'''

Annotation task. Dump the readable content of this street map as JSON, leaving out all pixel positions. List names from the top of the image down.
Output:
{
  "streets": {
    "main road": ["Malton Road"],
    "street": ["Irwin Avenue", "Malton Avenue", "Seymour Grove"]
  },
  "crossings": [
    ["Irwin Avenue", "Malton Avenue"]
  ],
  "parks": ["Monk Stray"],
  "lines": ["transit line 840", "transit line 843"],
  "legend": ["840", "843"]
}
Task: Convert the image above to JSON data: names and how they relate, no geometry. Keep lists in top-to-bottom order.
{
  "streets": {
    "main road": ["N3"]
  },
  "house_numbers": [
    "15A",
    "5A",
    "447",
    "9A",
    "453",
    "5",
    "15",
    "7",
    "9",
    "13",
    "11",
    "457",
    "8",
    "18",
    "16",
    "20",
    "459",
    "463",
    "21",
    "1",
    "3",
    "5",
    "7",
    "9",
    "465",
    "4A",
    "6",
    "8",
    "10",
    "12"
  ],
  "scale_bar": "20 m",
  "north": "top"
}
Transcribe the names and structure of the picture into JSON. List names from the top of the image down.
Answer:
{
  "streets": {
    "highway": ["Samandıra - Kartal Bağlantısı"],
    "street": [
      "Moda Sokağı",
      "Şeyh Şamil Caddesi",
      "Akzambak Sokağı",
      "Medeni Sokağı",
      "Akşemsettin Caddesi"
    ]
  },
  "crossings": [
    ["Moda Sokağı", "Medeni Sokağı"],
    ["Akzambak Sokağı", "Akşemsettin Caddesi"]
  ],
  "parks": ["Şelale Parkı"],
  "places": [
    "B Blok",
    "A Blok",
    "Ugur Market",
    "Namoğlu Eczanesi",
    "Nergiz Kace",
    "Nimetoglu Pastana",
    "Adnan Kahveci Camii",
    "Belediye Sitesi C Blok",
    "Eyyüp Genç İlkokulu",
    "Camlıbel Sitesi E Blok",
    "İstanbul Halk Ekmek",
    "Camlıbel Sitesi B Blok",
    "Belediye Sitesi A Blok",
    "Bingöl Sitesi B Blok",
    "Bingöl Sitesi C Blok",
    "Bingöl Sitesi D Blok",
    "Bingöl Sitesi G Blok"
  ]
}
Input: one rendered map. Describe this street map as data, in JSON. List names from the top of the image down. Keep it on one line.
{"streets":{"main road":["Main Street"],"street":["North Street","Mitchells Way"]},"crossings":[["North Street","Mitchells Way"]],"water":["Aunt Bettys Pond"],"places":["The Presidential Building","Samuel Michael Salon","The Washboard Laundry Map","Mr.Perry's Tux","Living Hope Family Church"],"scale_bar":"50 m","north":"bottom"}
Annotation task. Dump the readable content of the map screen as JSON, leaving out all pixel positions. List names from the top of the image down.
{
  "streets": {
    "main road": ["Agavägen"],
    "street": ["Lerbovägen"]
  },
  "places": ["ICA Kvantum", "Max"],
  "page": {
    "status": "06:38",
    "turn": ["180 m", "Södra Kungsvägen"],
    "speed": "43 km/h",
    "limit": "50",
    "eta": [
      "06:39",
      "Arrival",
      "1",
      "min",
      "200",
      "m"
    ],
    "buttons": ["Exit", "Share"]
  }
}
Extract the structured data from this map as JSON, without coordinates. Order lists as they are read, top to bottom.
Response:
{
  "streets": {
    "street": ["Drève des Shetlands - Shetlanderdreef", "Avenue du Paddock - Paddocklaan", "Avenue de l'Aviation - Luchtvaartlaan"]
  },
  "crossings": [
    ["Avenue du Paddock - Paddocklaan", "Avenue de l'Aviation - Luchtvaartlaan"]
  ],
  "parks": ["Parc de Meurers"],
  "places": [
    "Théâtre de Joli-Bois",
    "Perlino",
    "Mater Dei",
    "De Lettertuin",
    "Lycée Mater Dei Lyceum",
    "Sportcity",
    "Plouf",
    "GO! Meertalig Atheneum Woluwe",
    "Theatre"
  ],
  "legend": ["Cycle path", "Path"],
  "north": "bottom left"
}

'''

> [EXERCISE DIRECTIONS]
Send back every line of the listing above exactly.

> [EXPECTED OUTPUT]
Annotation task. Dump the readable content of this street map as JSON, leaving out all pixel positions. List names from the top of the image down.
Output:
{
  "streets": {
    "main road": ["Malton Road"],
    "street": ["Irwin Avenue", "Malton Avenue", "Seymour Grove"]
  },
  "crossings": [
    ["Irwin Avenue", "Malton Avenue"]
  ],
  "parks": ["Monk Stray"],
  "lines": ["transit line 840", "transit line 843"],
  "legend": ["840", "843"]
}
Task: Convert the image above to JSON data: names and how they relate, no geometry. Keep lists in top-to-bottom order.
{
  "streets": {
    "main road": ["N3"]
  },
  "house_numbers": [
    "15A",
    "5A",
    "447",
    "9A",
    "453",
    "5",
    "15",
    "7",
    "9",
    "13",
    "11",
    "457",
    "8",
    "18",
    "16",
    "20",
    "459",
    "463",
    "21",
    "1",
    "3",
    "5",
    "7",
    "9",
    "465",
    "4A",
    "6",
    "8",
    "10",
    "12"
  ],
  "scale_bar": "20 m",
  "north": "top"
}
Transcribe the names and structure of the picture into JSON. List names from the top of the image down.
Answer:
{
  "streets": {
    "highway": ["Samandıra - Kartal Bağlantısı"],
    "street": [
      "Moda Sokağı",
      "Şeyh Şamil Caddesi",
      "Akzambak Sokağı",
      "Medeni Sokağı",
      "Akşemsettin Caddesi"
    ]
  },
  "crossings": [
    ["Moda Sokağı", "Medeni Sokağı"],
    ["Akzambak Sokağı", "Akşemsettin Caddesi"]
  ],
  "parks": ["Şelale Parkı"],
  "places": [
    "B Blok",
    "A Blok",
    "Ugur Market",
    "Namoğlu Eczanesi",
    "Nergiz Kace",
    "Nimetoglu Pastana",
    "Adnan Kahveci Camii",
    "Belediye Sitesi C Blok",
    "Eyyüp Genç İlkokulu",
    "Camlıbel Sitesi E Blok",
    "İstanbul Halk Ekmek",
    "Camlıbel Sitesi B Blok",
    "Belediye Sitesi A Blok",
    "Bingöl Sitesi B Blok",
    "Bingöl Sitesi C Blok",
    "Bingöl Sitesi D Blok",
    "Bingöl Sitesi G Blok"
  ]
}
Input: one rendered map. Describe this street map as data, in JSON. List names from the top of the image down. Keep it on one line.
{"streets":{"main road":["Main Street"],"street":["North Street","Mitchells Way"]},"crossings":[["North Street","Mitchells Way"]],"water":["Aunt Bettys Pond"],"places":["The Presidential Building","Samuel Michael Salon","The Washboard Laundry Map","Mr.Perry's Tux","Living Hope Family Church"],"scale_bar":"50 m","north":"bottom"}
Annotation task. Dump the readable content of the map screen as JSON, leaving out all pixel positions. List names from the top of the image down.
{
  "streets": {
    "main road": ["Agavägen"],
    "street": ["Lerbovägen"]
  },
  "places": ["ICA Kvantum", "Max"],
  "page": {
    "status": "06:38",
    "turn": ["180 m", "Södra Kungsvägen"],
    "speed": "43 km/h",
    "limit": "50",
    "eta": [
      "06:39",
      "Arrival",
      "1",
      "min",
      "200",
      "m"
    ],
    "buttons": ["Exit", "Share"]
  }
}
Extract the structured data from this map as JSON, without coordinates. Order lists as they are read, top to bottom.
Response:
{
  "streets": {
    "street": ["Drève des Shetlands - Shetlanderdreef", "Avenue du Paddock - Paddocklaan", "Avenue de l'Aviation - Luchtvaartlaan"]
  },
  "crossings": [
    ["Avenue du Paddock - Paddocklaan", "Avenue de l'Aviation - Luchtvaartlaan"]
  ],
  "parks": ["Parc de Meurers"],
  "places": [
    "Théâtre de Joli-Bois",
    "Perlino",
    "Mater Dei",
    "De Lettertuin",
    "Lycée Mater Dei Lyceum",
    "Sportcity",
    "Plouf",
    "GO! Meertalig Atheneum Woluwe",
    "Theatre"
  ],
  "legend": ["Cycle path", "Path"],
  "north": "bottom left"
}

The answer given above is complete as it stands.